> [Directions for this task]:
For the string "Give", find every matching line in the records and copy it.

Stored data entries:
+---+
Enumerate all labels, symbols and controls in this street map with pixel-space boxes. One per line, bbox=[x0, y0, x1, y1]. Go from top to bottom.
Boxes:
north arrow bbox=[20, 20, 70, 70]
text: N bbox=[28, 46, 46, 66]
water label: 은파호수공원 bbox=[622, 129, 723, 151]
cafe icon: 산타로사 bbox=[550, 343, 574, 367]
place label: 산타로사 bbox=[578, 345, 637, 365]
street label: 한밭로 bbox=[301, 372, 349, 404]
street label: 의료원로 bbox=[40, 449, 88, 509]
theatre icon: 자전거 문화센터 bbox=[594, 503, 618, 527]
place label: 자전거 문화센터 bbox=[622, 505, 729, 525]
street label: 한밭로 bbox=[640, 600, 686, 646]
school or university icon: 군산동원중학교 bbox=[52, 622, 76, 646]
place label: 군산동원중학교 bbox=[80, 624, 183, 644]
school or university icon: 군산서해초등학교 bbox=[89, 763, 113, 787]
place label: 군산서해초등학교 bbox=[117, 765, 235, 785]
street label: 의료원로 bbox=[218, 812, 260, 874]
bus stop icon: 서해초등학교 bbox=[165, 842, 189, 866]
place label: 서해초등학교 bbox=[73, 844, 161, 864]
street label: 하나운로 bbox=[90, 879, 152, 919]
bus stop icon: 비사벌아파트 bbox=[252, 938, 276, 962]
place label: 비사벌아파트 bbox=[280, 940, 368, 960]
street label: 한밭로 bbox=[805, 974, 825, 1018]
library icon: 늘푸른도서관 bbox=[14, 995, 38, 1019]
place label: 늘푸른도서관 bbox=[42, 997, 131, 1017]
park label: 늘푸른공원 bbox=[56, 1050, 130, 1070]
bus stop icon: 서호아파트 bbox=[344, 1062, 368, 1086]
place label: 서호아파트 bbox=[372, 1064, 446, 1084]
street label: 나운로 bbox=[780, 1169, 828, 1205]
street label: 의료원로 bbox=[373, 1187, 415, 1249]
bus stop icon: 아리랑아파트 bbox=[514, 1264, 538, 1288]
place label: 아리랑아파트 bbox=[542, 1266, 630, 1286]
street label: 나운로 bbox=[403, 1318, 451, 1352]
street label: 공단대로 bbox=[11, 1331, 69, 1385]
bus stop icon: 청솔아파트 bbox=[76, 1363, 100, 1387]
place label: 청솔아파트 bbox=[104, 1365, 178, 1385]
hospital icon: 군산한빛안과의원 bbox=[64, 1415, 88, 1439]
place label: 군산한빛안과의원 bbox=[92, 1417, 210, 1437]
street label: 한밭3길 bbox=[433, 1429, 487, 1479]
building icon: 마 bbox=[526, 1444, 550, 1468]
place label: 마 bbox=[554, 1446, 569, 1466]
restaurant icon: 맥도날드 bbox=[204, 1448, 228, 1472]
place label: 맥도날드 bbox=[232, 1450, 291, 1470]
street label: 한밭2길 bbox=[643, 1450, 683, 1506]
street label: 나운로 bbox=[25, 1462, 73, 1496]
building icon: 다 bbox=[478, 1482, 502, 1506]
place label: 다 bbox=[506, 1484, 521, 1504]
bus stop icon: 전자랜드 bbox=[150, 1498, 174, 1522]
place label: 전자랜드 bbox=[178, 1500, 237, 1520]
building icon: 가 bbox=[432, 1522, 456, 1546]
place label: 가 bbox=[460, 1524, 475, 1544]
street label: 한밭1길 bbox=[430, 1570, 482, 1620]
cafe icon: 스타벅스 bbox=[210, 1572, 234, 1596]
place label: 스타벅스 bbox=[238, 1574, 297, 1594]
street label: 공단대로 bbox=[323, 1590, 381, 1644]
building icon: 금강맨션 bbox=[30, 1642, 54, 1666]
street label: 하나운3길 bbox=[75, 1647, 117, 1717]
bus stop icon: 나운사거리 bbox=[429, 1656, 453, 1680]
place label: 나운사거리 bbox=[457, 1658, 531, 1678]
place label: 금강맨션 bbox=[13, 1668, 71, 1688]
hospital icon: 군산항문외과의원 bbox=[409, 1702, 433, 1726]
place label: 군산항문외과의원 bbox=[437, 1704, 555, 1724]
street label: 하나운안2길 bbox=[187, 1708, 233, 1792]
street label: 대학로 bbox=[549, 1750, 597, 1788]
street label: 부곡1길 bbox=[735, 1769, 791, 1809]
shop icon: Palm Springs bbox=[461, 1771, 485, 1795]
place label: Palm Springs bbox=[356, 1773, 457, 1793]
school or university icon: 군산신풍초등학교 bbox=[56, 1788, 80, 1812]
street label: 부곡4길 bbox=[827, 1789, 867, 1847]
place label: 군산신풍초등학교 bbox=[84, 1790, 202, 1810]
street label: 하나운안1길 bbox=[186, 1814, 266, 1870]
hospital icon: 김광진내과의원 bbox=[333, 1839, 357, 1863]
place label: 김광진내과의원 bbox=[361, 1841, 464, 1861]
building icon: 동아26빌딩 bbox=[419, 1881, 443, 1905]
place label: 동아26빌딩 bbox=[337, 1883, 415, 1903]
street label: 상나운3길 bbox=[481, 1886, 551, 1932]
+---+
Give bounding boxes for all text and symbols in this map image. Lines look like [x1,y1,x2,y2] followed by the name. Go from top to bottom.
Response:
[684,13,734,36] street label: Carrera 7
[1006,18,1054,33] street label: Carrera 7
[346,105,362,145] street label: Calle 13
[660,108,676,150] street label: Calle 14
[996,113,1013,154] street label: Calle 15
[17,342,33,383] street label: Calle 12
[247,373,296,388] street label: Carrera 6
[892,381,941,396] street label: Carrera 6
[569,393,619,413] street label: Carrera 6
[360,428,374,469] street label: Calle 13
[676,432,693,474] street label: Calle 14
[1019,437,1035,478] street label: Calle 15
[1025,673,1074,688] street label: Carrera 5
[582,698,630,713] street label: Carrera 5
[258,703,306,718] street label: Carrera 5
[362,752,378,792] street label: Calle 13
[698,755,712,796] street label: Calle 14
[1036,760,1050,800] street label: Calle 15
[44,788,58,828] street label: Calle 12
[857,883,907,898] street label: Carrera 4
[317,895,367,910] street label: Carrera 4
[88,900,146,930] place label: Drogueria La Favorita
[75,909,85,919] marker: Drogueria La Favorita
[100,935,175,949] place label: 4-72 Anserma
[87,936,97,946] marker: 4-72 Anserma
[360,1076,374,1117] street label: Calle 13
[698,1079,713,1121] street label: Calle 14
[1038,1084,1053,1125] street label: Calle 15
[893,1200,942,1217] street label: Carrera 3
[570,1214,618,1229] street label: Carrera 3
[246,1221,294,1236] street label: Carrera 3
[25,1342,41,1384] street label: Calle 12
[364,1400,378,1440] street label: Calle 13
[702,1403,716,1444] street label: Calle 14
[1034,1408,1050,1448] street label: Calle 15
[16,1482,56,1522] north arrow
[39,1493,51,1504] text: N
+---+
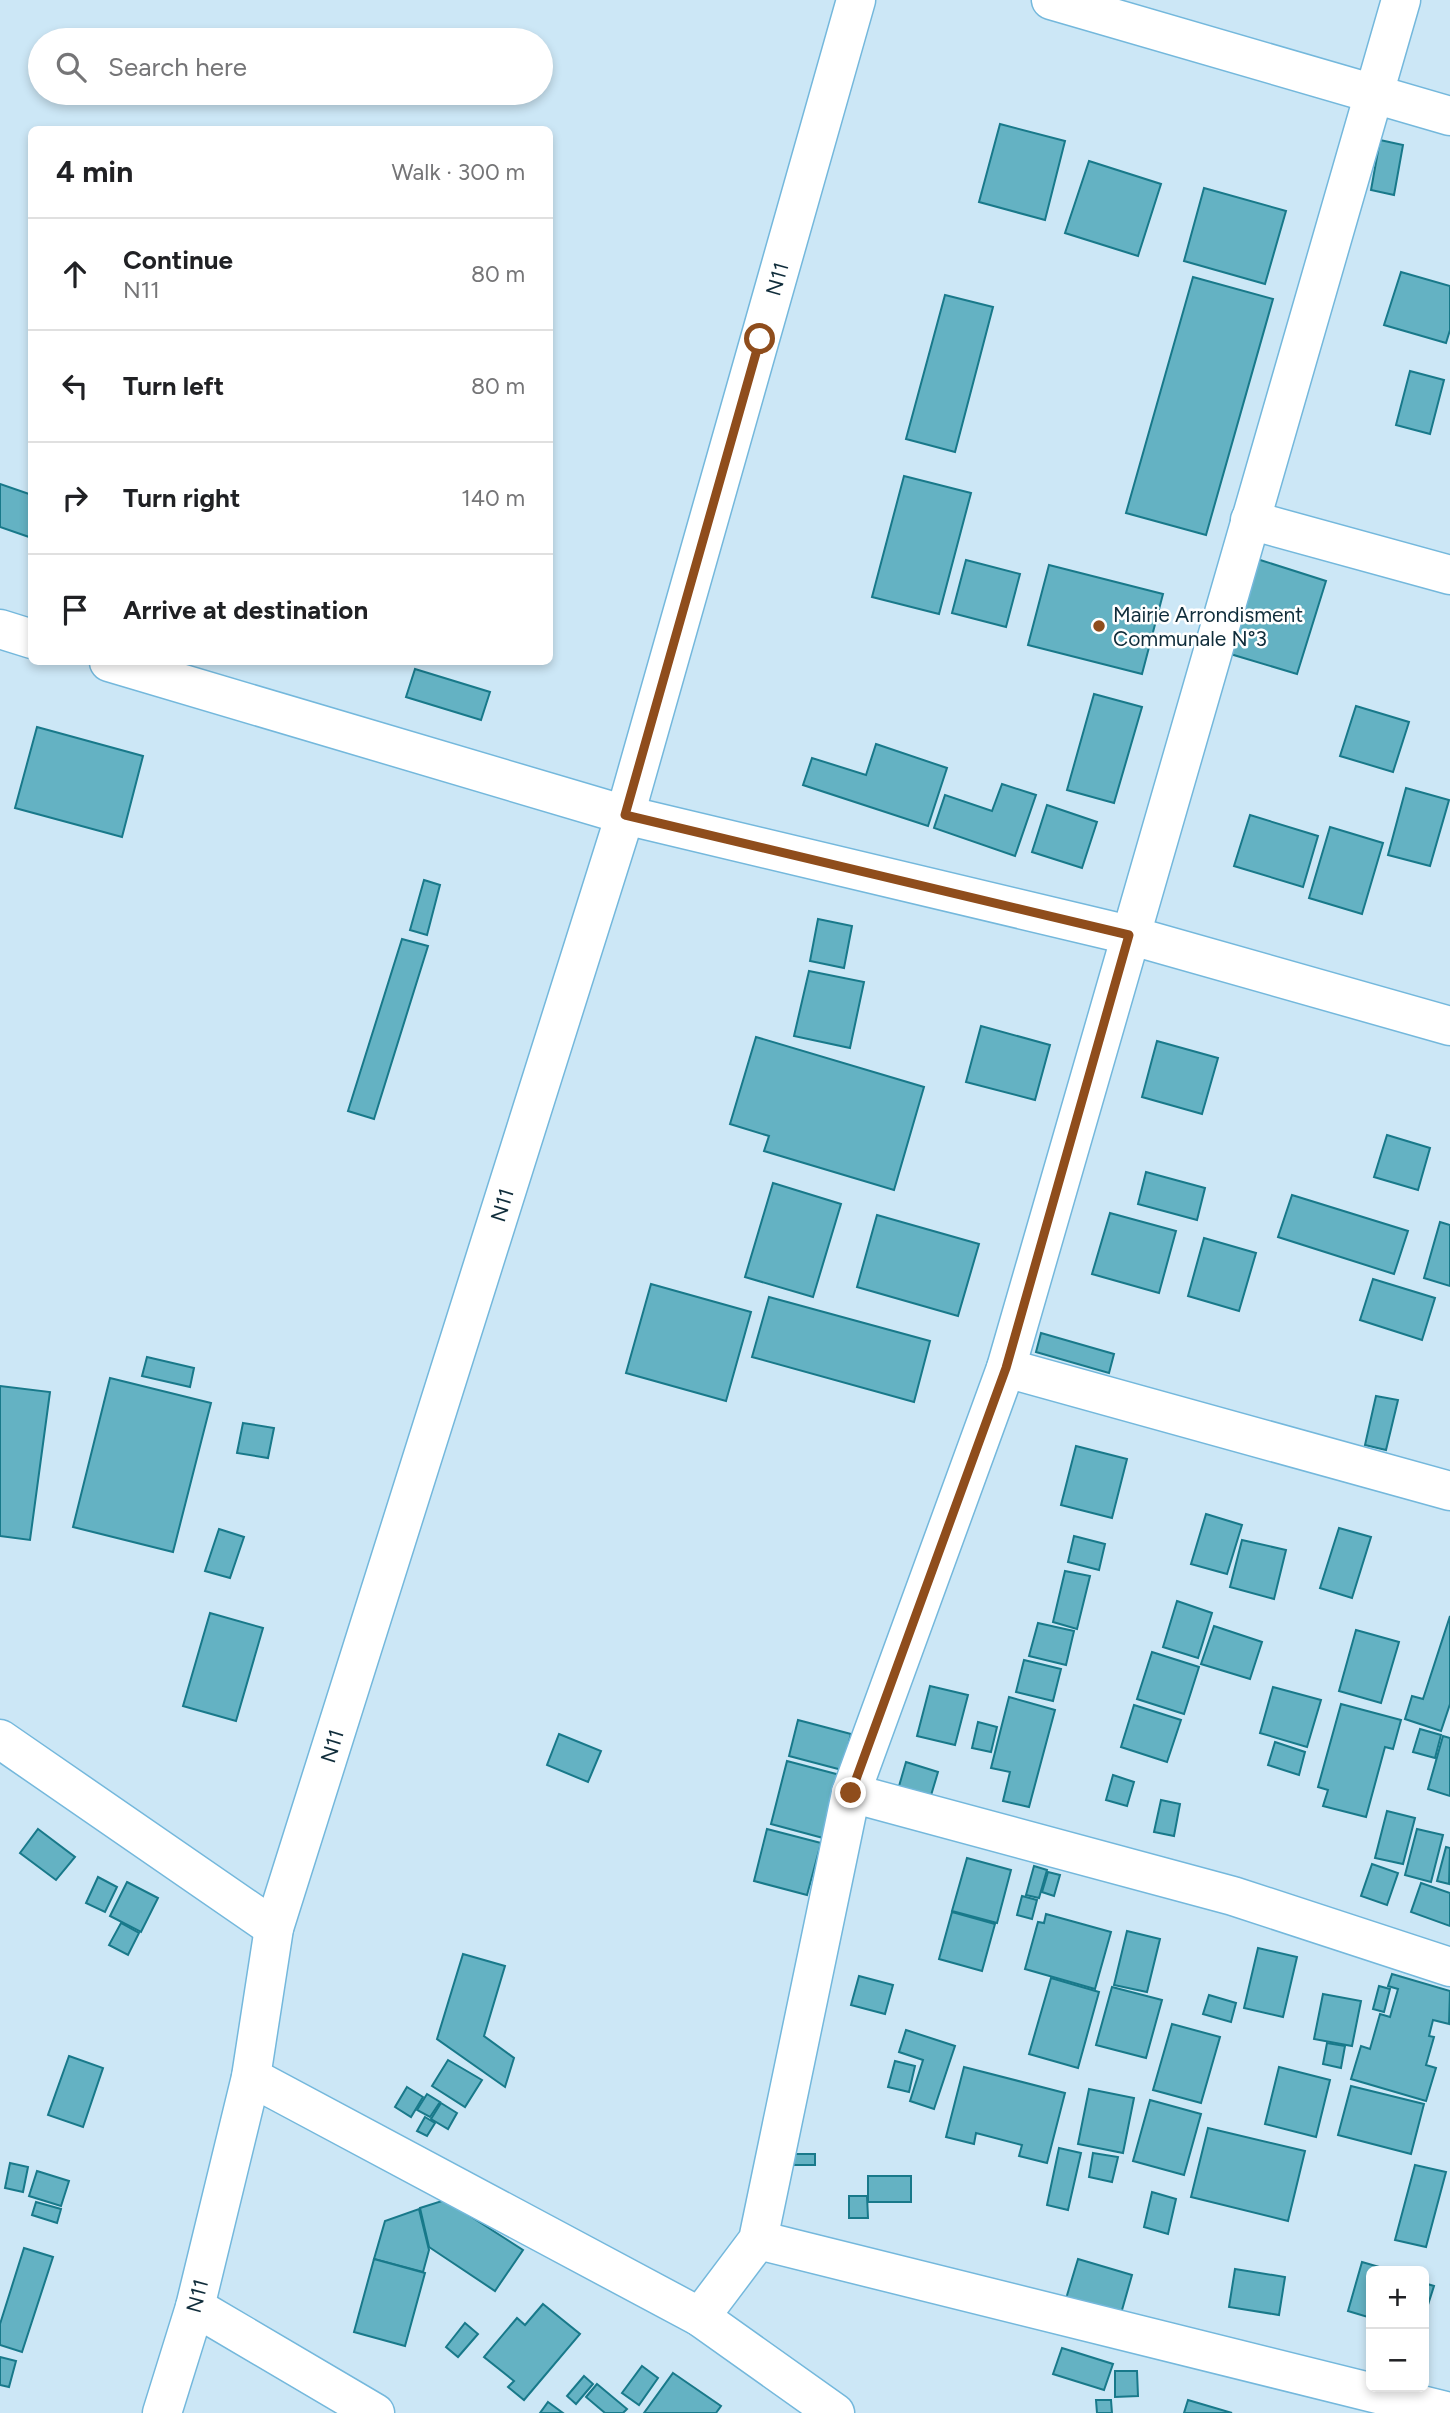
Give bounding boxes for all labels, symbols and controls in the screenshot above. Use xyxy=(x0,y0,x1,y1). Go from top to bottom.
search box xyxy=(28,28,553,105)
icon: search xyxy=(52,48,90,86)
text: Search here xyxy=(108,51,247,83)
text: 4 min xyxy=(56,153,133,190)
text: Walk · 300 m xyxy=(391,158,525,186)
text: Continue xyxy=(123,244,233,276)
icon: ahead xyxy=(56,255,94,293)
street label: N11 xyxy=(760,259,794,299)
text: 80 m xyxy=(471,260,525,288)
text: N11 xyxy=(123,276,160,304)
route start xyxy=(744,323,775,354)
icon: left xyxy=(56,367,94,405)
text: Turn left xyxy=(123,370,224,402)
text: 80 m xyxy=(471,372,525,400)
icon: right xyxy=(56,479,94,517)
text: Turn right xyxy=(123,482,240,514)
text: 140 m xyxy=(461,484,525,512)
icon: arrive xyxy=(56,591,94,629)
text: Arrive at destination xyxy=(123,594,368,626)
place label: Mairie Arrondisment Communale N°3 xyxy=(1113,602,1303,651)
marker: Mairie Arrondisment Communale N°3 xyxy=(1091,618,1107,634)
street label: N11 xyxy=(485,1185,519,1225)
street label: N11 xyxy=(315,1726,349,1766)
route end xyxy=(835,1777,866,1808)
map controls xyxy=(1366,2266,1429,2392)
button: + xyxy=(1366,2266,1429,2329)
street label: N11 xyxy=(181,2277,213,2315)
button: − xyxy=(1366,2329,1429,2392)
+---+
> [Solution to this exercise]:
Give bounding boxes for all text and symbols in this map image. Lines look like [x1,y1,x2,y2] followed by the name. Go from top to bottom.
Give bounding boxes for all labels, symbols and controls in the screenshot above. Use xyxy=(x0,y0,x1,y1). Go from top to bottom.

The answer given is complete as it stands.